The story I plan to read is The White Cat, by Contessa d’Aulnoy, or, in other words, a French tale.

There was a king who feared his three clever sons might take away his kingdom for themselves before he intended to let it go. To divert them, he asked that they find him a petite dog to entertain him in his retirement, for which he had no plans.

With goodwill, the three brothers agreed to meet at a certain place in a year’s time and from there return to their father.

Following the adventures of the youngest son, we find him, drenched to the bone, at the door of a mysterious castle, knocking with a deer’s hoof that hung on a diamond-studded chain. Disembodied hands conducted him into the castle and royally dressed him. He was entertained by musicians, all of whom were cats, until the queen of the cats, a white cat, arrived to greet him.

In like manner, the white cat pleased him with all sorts of diversions for a year, at the end of which, she reminded him of his quest. Alarmed at his forgetfulness (He was under a spell.), he pleaded for help, freely given in the form of an acorn in which was the most petite of all dogs.

The young prince was clearly the winner over his brothers. However, the king, unwilling to relinquish the throne, proposed another challenge. He wished for muslin that was so fine that it could pass through the eye of a needle. Off went the brothers on their new quest.

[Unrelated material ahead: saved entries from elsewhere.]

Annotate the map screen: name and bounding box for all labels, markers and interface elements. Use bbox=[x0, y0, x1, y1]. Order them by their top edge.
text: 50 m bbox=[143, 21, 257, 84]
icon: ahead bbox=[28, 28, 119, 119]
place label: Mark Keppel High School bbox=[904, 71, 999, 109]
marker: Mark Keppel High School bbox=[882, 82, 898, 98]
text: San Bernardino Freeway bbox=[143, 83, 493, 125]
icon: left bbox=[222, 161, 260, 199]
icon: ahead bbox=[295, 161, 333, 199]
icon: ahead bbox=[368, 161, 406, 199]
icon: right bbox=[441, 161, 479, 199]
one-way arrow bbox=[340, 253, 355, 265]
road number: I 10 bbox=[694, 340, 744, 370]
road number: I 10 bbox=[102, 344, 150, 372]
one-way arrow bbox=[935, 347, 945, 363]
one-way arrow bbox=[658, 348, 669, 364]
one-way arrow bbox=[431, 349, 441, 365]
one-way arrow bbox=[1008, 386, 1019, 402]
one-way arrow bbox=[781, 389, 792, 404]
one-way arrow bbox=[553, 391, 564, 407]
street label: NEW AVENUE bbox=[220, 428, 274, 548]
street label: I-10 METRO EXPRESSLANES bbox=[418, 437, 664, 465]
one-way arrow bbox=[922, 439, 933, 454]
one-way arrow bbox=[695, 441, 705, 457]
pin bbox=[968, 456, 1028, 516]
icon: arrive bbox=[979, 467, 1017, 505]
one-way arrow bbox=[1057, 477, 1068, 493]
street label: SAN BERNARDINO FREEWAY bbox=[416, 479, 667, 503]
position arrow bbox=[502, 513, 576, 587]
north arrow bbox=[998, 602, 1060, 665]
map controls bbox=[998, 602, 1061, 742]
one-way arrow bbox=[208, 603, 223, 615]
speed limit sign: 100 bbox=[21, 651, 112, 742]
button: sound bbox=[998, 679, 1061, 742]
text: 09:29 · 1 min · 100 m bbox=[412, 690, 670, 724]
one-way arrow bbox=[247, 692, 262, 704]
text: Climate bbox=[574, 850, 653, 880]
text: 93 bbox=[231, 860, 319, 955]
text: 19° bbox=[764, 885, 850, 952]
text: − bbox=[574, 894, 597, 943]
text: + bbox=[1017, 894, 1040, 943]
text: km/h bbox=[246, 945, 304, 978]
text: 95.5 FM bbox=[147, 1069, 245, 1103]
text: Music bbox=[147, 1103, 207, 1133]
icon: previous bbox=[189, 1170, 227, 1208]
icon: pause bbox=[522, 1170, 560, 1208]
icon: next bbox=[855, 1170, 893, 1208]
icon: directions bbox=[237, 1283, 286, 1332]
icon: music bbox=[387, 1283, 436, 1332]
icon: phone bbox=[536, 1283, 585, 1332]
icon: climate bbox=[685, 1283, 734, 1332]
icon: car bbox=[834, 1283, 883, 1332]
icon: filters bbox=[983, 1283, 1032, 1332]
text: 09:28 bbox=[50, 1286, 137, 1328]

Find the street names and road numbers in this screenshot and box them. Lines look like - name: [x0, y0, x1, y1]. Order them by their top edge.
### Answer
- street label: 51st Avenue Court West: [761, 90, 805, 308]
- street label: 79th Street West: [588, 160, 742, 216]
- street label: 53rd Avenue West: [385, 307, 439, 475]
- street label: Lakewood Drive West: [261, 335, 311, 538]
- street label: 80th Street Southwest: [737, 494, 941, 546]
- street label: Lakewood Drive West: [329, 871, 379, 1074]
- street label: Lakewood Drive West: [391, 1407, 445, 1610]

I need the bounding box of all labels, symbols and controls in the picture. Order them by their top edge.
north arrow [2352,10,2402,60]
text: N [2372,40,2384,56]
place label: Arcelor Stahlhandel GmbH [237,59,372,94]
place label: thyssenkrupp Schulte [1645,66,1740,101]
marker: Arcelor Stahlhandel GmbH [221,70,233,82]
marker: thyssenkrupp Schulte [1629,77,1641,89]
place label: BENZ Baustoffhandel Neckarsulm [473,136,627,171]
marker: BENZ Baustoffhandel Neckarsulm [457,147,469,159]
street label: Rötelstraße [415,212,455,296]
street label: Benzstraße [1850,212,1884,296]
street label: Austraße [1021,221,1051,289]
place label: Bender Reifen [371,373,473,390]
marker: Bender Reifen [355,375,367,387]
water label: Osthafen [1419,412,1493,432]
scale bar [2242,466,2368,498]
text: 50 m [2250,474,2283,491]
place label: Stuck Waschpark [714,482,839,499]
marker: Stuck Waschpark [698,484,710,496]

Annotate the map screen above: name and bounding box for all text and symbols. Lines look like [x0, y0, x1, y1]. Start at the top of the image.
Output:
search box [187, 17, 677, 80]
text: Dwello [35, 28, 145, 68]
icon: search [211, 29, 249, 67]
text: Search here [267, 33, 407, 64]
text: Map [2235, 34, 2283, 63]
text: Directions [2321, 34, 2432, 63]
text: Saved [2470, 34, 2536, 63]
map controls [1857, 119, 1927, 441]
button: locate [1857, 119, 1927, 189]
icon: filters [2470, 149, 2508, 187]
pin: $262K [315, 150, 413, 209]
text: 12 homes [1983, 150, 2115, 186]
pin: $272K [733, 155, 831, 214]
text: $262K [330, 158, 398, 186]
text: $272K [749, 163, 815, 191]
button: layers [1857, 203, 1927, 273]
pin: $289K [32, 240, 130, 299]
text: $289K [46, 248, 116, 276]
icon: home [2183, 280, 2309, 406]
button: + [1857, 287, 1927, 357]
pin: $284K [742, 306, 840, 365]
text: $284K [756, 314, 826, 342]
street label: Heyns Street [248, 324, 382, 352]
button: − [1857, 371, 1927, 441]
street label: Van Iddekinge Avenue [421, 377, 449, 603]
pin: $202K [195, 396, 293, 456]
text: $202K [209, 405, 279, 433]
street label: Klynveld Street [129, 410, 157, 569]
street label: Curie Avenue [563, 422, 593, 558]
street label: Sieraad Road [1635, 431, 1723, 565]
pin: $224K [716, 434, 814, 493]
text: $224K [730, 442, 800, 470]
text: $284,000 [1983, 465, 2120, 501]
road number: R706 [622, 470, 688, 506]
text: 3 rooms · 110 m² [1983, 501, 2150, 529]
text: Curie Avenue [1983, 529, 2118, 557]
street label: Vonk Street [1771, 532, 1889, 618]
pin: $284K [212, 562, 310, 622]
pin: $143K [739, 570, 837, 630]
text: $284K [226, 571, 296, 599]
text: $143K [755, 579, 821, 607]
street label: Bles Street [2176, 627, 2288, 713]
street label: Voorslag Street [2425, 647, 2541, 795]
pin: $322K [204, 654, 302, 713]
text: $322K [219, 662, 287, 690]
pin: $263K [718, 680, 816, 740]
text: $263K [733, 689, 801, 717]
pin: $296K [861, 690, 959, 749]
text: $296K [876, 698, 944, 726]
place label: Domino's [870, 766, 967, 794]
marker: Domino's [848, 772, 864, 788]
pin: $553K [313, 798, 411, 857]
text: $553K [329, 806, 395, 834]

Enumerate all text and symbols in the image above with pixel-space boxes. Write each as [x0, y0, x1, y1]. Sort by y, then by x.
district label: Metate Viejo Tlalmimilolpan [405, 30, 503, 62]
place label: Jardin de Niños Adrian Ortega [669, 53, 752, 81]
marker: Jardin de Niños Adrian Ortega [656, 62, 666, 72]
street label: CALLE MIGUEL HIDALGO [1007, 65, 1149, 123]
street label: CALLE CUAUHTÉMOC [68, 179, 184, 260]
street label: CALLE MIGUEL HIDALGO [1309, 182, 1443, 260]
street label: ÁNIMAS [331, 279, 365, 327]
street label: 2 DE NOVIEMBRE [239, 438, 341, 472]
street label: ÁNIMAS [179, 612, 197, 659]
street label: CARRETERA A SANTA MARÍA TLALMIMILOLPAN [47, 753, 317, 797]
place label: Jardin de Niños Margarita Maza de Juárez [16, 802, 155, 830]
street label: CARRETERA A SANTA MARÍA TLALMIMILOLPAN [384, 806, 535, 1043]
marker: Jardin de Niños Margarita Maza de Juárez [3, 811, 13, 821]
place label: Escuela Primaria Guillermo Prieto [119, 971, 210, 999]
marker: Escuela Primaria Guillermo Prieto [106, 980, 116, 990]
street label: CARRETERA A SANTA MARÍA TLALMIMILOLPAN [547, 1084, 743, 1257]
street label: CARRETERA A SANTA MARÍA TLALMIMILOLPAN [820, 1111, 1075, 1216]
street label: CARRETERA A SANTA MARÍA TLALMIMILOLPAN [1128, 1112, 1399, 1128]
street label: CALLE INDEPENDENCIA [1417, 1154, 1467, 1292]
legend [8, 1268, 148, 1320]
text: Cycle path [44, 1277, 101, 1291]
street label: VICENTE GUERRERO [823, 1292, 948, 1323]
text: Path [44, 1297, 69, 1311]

The young prince returned to his white cat and was joyfully received for another year’s stay, at the end of which he was given a walnut, which he assumed held fine muslin. But when he opened it in the presence of his brothers and the king, inside was a hazelnut. Inside the hazelnut was a cherry stone. Inside the cherry stone is its own kernel. Inside the kernel is a wheat grain, and inside the wheat grain is a millet seed.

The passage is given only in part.